Beethoven zmarł po ciężkiej chorobie 26 marca 1827 r. Pozostawił imponującą spuściznę. W 1842 r. Franciszek Liszt ubolewał, że Niemcy nie zdobyli się na uhonorowanie wielkiego kompozytora pomnikiem. Niejako w uzupełnieniu tej luki wyłożył hojny datek, dzięki czemu 12 sierpnia na 1845 r. na Münsterplatz w Bonn stanął pierwszy niemiecki pomnik kompozytora. Autorem dzieła był Ernst Hähnel. Wydarzeniu towarzyszył kilkudniowy maraton koncertowy, stanowiący w istocie pierwszy festiwal jego muzyki. Badaczka wizerunków Beethovena, Silke Bettermann, komentując doniosłe wydarzenie, celnie zauważyła, że Fryderyka Wilhelma IV zmuszono do postawienia pomnika kompozytorowi z klasy średniej na ważnym placu publicznym. Na marginesie wspomnijmy, że to ten sam pryncypialny monarcha, który odmówił przyjęcia cesarskiej korony z rąk przedstawicieli Zgromadzenia Frankfurckiego (gdzie miał rzec: „nie podniosę korony z błota”)[4]. Historia sama układała się w anegdotę, wyniosłego króla Prus wraz z towarzyszącą mu monarchinią brytyjską miano podczas uroczystości ustawić na balkonie plecami do odsłanianego monumentu. Na posągu Hähnela Beethoven ukazany jest z charakterystycznie zmarszczoną brwią, zaciśniętymi ustami, wydatnym podbródkiem i rozwianymi włosami. Opisany pierwowzór często kopiowano, imago Beethovena przedostało się na wszystkie kontynenty[5]. Wiedeński pomnik Caspara Clemensa Zumbuscha, odsłonięty dopiero w 1880 r., stylizowany na posągu Mojżesza Michała Anioła, przedstawiał kompozytora w pozycji siedzącej. Z takiego też ujęcia skorzysta Max Klinger (1902). Dzieło Zumbuscha jest najbardziej klasyczne o tyle, że umieszczony na trójpoziomowej podstawie kompozytor – przez wytworzenie sporego dystansu – wzbudza zamierzony respekt. Obok artysty znajdziemy putta symbolizujące jego symfonie.
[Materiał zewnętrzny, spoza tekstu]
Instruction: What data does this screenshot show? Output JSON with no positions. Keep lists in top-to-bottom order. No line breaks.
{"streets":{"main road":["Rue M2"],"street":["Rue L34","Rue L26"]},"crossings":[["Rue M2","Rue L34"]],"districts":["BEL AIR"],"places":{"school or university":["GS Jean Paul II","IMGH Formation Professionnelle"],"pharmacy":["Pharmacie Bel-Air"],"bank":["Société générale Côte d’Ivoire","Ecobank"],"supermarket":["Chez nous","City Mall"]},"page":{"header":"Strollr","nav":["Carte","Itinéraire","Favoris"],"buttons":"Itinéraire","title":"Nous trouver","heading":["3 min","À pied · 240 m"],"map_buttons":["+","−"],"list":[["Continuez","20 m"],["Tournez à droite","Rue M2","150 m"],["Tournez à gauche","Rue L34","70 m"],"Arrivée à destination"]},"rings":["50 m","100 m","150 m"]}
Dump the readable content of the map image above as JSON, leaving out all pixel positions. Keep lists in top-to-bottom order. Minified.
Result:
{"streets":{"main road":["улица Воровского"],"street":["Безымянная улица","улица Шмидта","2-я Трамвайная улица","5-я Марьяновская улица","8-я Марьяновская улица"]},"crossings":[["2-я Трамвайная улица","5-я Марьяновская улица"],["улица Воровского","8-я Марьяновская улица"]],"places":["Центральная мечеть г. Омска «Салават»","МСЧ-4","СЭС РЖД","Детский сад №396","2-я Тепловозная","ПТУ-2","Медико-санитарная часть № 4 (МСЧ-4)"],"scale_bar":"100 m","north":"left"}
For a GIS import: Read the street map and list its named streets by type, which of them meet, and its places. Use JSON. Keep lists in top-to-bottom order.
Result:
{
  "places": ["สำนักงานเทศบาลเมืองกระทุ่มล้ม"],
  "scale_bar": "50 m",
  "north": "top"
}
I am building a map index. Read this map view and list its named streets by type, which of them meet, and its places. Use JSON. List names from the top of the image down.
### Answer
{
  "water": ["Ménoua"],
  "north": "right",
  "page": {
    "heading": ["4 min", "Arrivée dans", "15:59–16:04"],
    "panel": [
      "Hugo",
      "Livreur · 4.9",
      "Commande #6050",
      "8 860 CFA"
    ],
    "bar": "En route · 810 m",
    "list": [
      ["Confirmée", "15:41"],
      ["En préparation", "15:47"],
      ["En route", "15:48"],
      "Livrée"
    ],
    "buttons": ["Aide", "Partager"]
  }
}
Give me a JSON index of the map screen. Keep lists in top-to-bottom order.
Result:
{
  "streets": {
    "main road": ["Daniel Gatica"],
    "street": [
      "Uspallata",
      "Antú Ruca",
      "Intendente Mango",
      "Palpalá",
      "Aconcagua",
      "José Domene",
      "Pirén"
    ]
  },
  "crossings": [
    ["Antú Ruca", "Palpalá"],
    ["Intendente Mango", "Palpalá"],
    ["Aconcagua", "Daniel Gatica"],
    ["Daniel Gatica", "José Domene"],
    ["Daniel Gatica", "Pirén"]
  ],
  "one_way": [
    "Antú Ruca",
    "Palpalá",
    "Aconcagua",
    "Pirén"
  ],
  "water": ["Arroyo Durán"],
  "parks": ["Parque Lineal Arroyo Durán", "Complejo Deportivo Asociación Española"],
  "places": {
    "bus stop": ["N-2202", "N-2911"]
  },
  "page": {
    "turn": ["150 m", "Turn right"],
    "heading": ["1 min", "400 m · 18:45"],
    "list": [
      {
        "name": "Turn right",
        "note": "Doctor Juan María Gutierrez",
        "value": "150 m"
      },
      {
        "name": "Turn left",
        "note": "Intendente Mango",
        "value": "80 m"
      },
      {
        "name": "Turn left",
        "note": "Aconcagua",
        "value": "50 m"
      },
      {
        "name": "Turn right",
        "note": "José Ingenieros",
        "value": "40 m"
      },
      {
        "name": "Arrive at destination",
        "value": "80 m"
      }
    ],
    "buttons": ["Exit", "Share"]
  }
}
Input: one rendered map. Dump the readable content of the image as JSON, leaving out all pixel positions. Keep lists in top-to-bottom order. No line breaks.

W roku 2020 przypadła 250 rocznica urodzin Beethovena i setna rocznica śmierci Maxa Klingera. Jubileusze tworzyły asumpt do licznych podsumowań i retrospektyw. Lipsk i Bonn uczciły swoich bohaterów wspólną wystawą[6], ukazującą europejskość wizji obu artystów. Klinger, już w 1886 r. określony przez dramaturga Hugo von Hofmannstahla mianem najoryginalniejszego artysty niemieckiego, wykonał dla Wiedeńskiej Secesji jeden z najbardziej kontrowersyjnych wizerunków kompozytora.
Do inspiracji Klingerem przyznawali się Edvard Munch, Alfred Kubin, Käthe Kollwitz, Max Ernst, Max Beckmann[7]. Sam uważał się w pierwszej kolejności za grafika, dziś uznawany jest obok Dürera, Rembrandta i Goi za jednego z największych mistrzów tego gatunku. Eklektyzujący Klinger sztukę rzeźbiarską uważał za część interdyscyplinarnych projektów, nawiązujących do wagnerowskiej idei dzieła totalnego. Obok Rainera Marii Rilkego należał do największych popularyzatorów twórczości Augusta Rodina.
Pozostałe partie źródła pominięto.